## Action item
I'd like the data beneath this line reproduced exactly, without any of its images.

## Dataset excerpt
/---

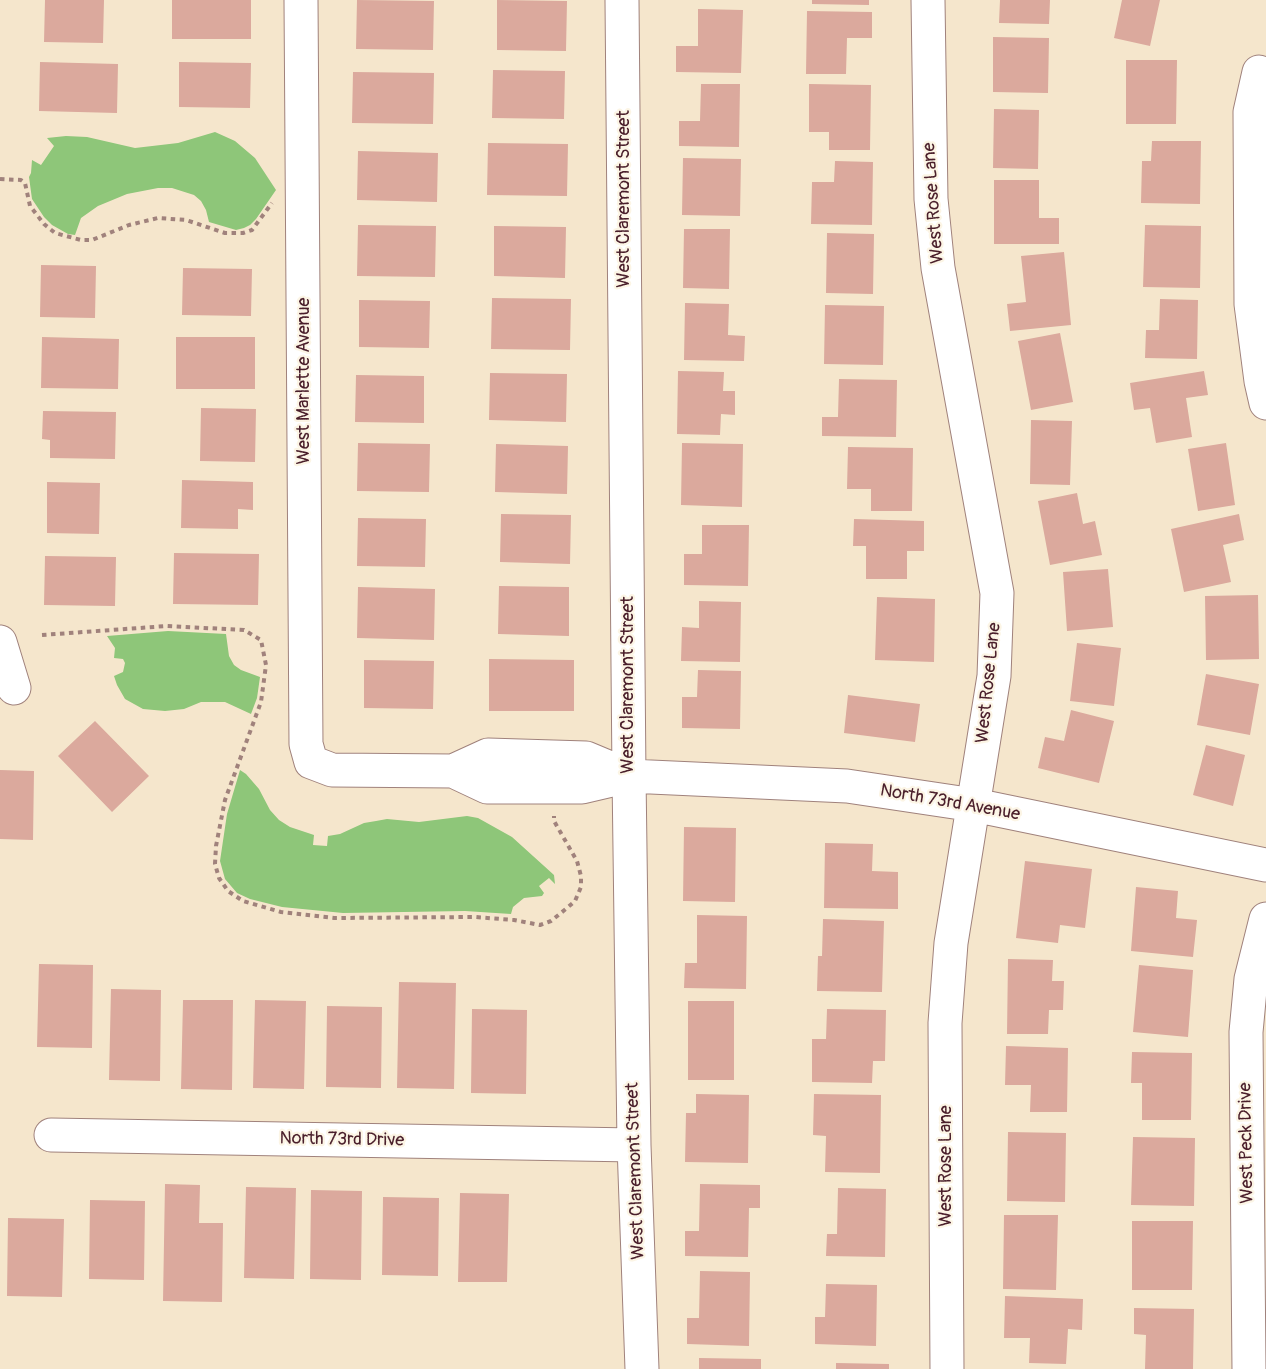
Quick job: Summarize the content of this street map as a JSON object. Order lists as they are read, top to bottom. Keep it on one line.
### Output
{"streets":{"street":["West Claremont Street","West Rose Lane","West Marlette Avenue","North 73rd Avenue","North 73rd Drive","West Peck Drive"]},"crossings":[["West Claremont Street","North 73rd Avenue"],["West Claremont Street","North 73rd Drive"],["West Rose Lane","North 73rd Avenue"],["West Marlette Avenue","North 73rd Avenue"]]}
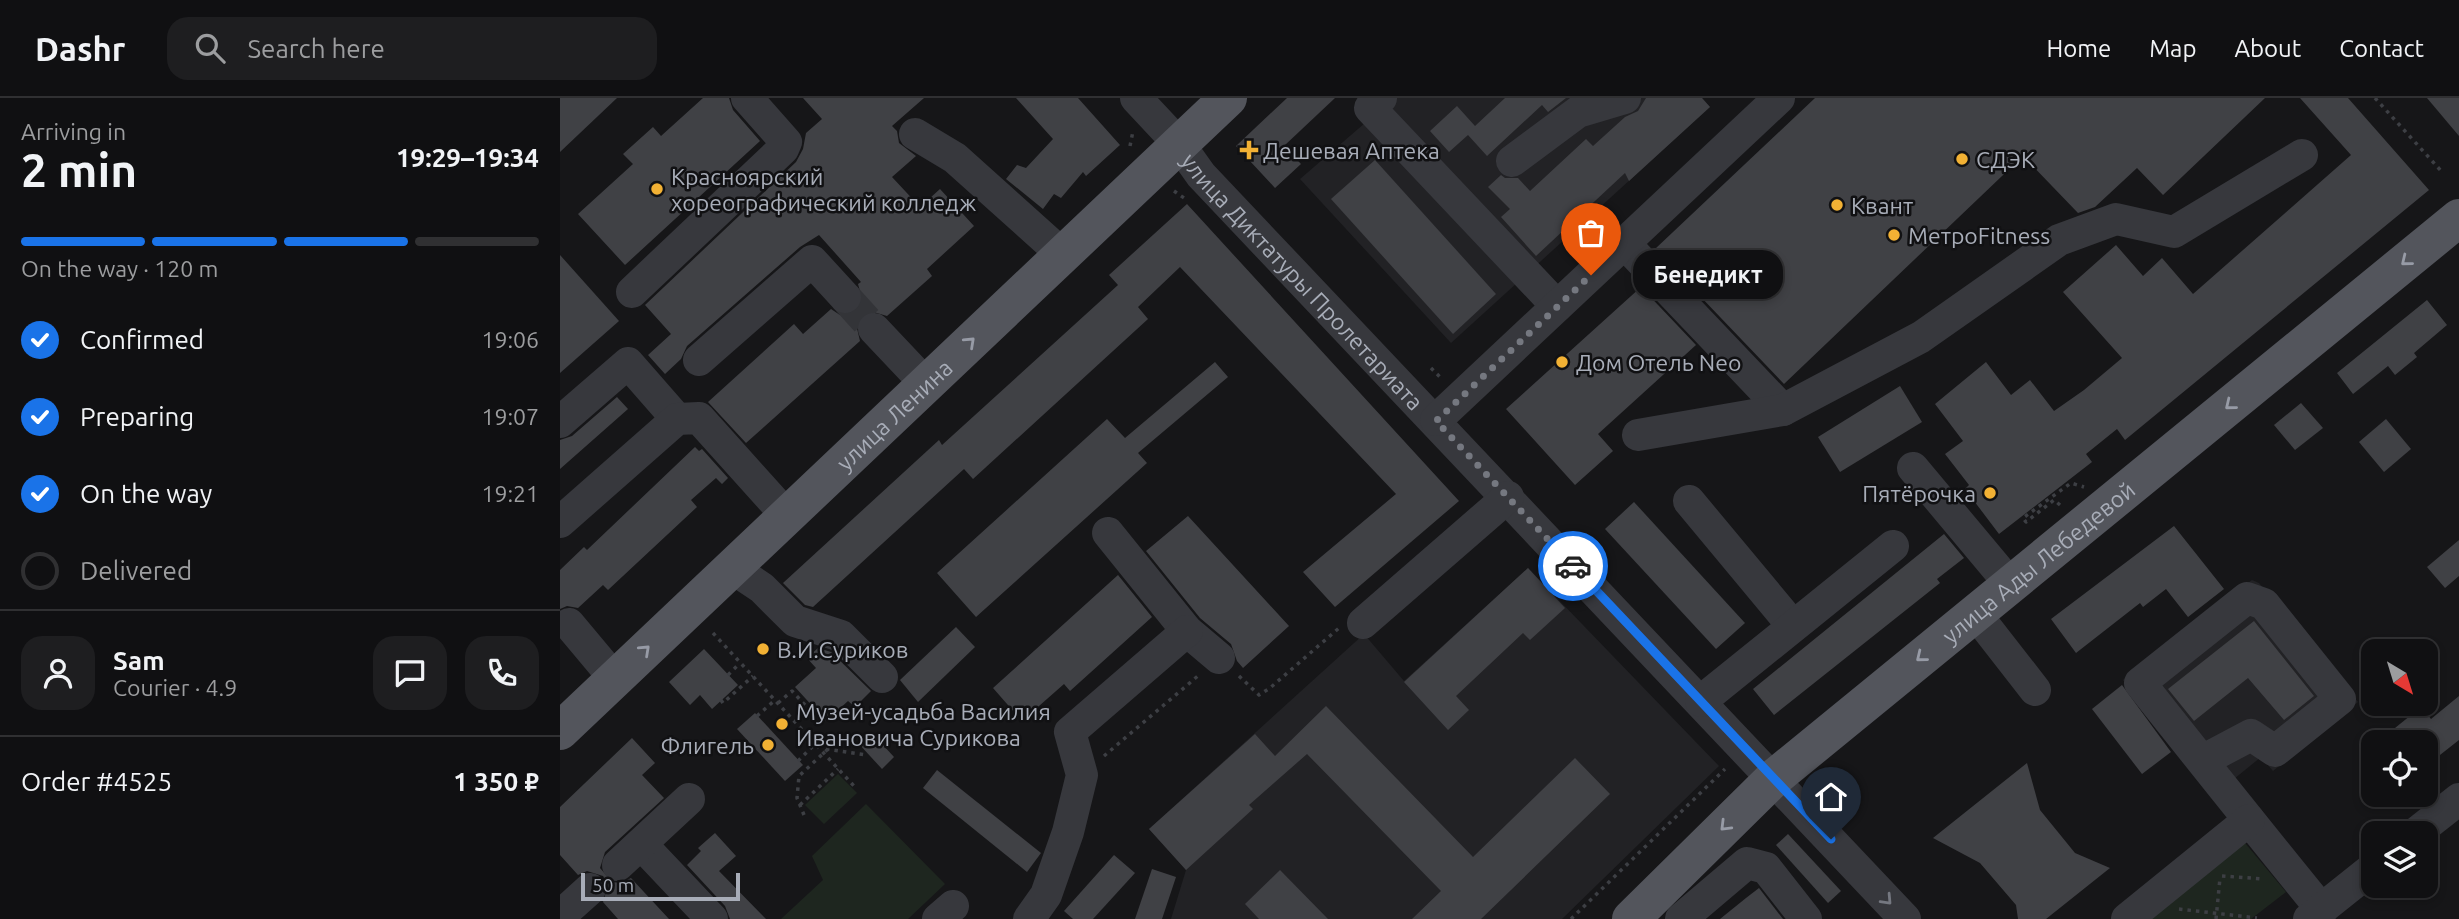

\---

## Exercise output
Quick job: Summarize the content of this street map as a JSON object. Order lists as they are read, top to bottom. Keep it on one line.
### Output
{"streets":{"street":["West Claremont Street","West Rose Lane","West Marlette Avenue","North 73rd Avenue","North 73rd Drive","West Peck Drive"]},"crossings":[["West Claremont Street","North 73rd Avenue"],["West Claremont Street","North 73rd Drive"],["West Rose Lane","North 73rd Avenue"],["West Marlette Avenue","North 73rd Avenue"]]}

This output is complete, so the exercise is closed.